### Activity
From the line that contains "Parse this map" to the last line of the entries, set down each line exactly as written, both ends included, with nothing else.

Saved entries:
--- --- ---

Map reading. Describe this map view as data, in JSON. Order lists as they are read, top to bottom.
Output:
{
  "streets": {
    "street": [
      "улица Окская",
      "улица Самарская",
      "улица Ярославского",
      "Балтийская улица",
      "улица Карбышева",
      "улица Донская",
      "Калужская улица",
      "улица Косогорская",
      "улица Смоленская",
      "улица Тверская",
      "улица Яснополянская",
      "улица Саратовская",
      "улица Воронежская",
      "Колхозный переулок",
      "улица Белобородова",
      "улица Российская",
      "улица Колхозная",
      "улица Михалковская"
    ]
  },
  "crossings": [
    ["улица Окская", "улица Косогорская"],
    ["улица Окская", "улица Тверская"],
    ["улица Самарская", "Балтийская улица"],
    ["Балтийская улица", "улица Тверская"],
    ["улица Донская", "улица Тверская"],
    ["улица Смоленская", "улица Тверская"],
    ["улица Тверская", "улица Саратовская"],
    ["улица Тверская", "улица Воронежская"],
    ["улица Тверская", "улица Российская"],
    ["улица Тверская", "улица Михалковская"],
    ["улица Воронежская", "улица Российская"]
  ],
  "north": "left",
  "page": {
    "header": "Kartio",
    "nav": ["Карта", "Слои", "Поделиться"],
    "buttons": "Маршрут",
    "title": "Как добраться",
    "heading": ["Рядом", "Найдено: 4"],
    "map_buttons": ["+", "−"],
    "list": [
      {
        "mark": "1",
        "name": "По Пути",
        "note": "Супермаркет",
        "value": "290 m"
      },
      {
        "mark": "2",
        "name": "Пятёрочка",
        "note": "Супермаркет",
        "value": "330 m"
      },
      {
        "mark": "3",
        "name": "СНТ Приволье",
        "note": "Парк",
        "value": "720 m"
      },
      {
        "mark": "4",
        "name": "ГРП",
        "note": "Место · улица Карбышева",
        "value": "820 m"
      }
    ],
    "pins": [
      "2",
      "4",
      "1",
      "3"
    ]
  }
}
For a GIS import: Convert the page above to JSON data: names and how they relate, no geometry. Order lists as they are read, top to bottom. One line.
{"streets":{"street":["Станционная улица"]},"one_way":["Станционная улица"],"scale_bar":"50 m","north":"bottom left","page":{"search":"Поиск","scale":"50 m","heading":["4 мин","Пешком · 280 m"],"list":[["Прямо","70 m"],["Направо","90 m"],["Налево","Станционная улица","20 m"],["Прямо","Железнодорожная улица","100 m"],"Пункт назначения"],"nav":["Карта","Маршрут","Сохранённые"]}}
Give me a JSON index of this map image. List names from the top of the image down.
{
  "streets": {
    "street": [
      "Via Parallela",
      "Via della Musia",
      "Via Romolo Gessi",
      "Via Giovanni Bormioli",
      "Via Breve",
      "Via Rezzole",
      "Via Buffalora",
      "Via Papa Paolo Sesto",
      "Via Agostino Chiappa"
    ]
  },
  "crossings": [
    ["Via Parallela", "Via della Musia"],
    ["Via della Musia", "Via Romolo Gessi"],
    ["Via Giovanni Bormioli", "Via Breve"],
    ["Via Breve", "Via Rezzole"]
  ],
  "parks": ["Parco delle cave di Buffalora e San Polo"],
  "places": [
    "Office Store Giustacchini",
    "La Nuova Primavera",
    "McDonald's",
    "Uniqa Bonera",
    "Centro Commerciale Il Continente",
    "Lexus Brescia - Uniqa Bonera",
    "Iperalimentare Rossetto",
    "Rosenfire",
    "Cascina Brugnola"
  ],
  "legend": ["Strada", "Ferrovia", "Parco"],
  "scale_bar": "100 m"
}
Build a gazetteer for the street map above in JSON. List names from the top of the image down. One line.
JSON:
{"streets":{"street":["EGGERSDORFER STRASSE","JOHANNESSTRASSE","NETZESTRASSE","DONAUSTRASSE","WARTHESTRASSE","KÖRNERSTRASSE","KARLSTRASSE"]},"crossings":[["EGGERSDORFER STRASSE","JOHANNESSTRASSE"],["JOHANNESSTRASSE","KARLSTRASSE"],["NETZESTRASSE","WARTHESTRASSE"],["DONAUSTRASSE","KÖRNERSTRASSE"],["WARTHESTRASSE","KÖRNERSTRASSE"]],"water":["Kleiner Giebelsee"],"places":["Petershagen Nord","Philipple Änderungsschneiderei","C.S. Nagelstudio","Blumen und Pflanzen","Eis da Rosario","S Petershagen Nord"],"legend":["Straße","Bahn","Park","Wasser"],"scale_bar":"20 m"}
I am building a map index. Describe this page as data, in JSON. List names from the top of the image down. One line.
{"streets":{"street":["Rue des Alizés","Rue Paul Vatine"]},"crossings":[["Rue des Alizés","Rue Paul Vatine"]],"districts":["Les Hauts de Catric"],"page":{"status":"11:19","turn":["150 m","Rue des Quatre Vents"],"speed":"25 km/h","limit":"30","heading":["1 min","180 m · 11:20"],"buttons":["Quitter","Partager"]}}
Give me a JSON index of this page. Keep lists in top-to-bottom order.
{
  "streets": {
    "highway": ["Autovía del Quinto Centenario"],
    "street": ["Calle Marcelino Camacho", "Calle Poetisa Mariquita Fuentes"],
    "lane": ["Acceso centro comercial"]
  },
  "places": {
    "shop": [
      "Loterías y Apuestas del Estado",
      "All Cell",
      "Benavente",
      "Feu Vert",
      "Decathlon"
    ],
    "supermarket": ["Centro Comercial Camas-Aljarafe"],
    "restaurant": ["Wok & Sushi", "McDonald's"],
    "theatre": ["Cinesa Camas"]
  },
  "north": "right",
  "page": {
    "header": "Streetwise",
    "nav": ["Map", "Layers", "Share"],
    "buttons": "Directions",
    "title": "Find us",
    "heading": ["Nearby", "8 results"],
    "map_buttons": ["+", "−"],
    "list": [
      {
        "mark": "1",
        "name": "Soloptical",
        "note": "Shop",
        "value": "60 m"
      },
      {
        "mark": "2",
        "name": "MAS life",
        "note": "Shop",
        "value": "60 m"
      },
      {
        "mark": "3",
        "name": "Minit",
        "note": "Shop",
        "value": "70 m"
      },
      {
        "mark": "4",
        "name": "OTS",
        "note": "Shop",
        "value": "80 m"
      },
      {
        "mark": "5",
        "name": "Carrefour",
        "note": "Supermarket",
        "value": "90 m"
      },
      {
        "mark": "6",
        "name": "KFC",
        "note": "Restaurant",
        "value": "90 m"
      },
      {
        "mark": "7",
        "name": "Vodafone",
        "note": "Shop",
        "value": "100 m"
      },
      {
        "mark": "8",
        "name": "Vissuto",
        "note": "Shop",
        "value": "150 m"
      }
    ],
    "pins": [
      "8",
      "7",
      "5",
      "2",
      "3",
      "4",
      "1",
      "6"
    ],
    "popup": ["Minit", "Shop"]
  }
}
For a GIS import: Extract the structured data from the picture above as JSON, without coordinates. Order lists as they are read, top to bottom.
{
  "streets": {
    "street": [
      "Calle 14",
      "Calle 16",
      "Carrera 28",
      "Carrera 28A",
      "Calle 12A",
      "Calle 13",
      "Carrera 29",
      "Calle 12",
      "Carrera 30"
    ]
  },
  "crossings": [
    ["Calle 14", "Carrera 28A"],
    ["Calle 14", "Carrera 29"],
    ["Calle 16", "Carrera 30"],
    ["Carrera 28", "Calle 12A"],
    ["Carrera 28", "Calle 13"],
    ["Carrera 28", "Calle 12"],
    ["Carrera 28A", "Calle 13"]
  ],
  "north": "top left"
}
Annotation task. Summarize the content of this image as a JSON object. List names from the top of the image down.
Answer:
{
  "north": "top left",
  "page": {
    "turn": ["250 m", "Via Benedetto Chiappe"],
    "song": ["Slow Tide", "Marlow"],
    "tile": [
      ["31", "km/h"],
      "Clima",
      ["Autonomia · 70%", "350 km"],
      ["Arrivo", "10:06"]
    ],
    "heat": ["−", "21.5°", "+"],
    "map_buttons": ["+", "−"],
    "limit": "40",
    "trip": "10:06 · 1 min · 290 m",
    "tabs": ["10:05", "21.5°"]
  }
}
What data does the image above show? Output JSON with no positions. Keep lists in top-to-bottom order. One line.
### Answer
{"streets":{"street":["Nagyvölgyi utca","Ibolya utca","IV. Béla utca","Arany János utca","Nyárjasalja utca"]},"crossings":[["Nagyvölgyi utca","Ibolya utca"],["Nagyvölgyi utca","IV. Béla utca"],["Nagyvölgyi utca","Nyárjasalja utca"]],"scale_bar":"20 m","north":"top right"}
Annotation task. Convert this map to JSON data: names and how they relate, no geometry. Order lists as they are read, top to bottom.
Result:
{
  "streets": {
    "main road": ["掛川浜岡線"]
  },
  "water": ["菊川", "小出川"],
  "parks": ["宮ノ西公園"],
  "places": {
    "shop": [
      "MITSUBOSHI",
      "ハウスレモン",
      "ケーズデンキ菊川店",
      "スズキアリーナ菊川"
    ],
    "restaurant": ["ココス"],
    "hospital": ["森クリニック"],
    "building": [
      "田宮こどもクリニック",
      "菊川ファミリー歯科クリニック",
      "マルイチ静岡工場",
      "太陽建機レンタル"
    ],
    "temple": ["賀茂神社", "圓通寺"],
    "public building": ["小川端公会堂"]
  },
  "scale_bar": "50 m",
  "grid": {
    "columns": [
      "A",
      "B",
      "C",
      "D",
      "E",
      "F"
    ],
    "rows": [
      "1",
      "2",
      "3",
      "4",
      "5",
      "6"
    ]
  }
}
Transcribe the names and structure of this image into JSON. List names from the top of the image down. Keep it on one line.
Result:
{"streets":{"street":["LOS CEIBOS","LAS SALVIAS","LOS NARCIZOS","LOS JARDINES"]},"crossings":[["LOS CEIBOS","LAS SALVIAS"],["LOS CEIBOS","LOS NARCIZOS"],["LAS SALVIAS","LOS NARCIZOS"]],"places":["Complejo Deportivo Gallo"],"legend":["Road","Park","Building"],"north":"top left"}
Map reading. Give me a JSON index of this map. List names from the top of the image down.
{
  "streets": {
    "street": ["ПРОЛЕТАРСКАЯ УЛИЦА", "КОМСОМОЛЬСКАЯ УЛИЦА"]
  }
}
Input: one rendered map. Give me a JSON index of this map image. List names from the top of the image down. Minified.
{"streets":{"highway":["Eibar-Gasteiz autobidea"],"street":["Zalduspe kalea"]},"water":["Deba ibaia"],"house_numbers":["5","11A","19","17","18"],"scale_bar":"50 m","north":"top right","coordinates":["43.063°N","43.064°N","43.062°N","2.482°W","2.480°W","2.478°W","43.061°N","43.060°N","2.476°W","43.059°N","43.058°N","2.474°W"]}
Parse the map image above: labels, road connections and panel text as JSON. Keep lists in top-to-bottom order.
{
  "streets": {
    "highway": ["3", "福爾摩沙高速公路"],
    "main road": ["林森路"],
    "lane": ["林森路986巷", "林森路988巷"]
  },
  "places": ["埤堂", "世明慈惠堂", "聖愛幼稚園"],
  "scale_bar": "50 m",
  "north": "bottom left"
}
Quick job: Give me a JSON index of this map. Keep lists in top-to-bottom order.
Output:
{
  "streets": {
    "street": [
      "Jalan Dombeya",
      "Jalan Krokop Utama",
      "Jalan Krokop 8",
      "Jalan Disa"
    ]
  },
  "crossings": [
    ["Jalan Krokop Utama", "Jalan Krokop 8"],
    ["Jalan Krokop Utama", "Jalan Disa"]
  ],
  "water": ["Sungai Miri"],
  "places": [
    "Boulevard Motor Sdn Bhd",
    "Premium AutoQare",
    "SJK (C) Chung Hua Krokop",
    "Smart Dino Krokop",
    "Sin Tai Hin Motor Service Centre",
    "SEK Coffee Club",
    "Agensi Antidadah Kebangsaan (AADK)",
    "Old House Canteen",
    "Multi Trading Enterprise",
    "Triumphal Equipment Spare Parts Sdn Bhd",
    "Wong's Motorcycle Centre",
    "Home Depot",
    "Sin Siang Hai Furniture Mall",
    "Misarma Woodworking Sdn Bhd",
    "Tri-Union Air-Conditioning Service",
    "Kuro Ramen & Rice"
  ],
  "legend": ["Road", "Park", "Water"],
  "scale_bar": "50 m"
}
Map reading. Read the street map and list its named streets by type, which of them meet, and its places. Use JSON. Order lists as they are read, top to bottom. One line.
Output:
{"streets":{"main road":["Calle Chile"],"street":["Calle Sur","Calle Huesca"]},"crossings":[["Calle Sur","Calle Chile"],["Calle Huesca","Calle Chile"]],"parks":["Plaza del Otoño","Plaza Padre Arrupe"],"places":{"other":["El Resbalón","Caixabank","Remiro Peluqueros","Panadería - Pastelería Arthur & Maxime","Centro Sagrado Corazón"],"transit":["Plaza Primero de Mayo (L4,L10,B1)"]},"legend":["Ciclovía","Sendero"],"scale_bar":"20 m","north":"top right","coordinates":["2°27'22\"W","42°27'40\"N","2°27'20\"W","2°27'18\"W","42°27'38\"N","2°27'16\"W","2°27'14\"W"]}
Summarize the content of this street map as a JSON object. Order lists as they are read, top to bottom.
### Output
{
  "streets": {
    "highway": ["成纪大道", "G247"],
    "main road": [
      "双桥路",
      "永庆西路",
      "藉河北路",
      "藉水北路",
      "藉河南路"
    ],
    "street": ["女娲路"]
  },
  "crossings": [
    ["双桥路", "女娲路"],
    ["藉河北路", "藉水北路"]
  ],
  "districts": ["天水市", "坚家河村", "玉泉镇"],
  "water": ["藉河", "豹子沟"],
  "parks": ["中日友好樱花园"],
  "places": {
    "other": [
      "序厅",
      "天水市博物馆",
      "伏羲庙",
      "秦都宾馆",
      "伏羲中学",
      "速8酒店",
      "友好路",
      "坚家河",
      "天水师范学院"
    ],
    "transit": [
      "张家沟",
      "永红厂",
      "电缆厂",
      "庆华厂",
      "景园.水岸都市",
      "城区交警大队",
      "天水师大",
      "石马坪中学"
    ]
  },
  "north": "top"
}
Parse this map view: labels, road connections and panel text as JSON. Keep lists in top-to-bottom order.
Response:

--- --- ---

### Solution for this task
Parse this map view: labels, road connections and panel text as JSON. Keep lists in top-to-bottom order.
Response:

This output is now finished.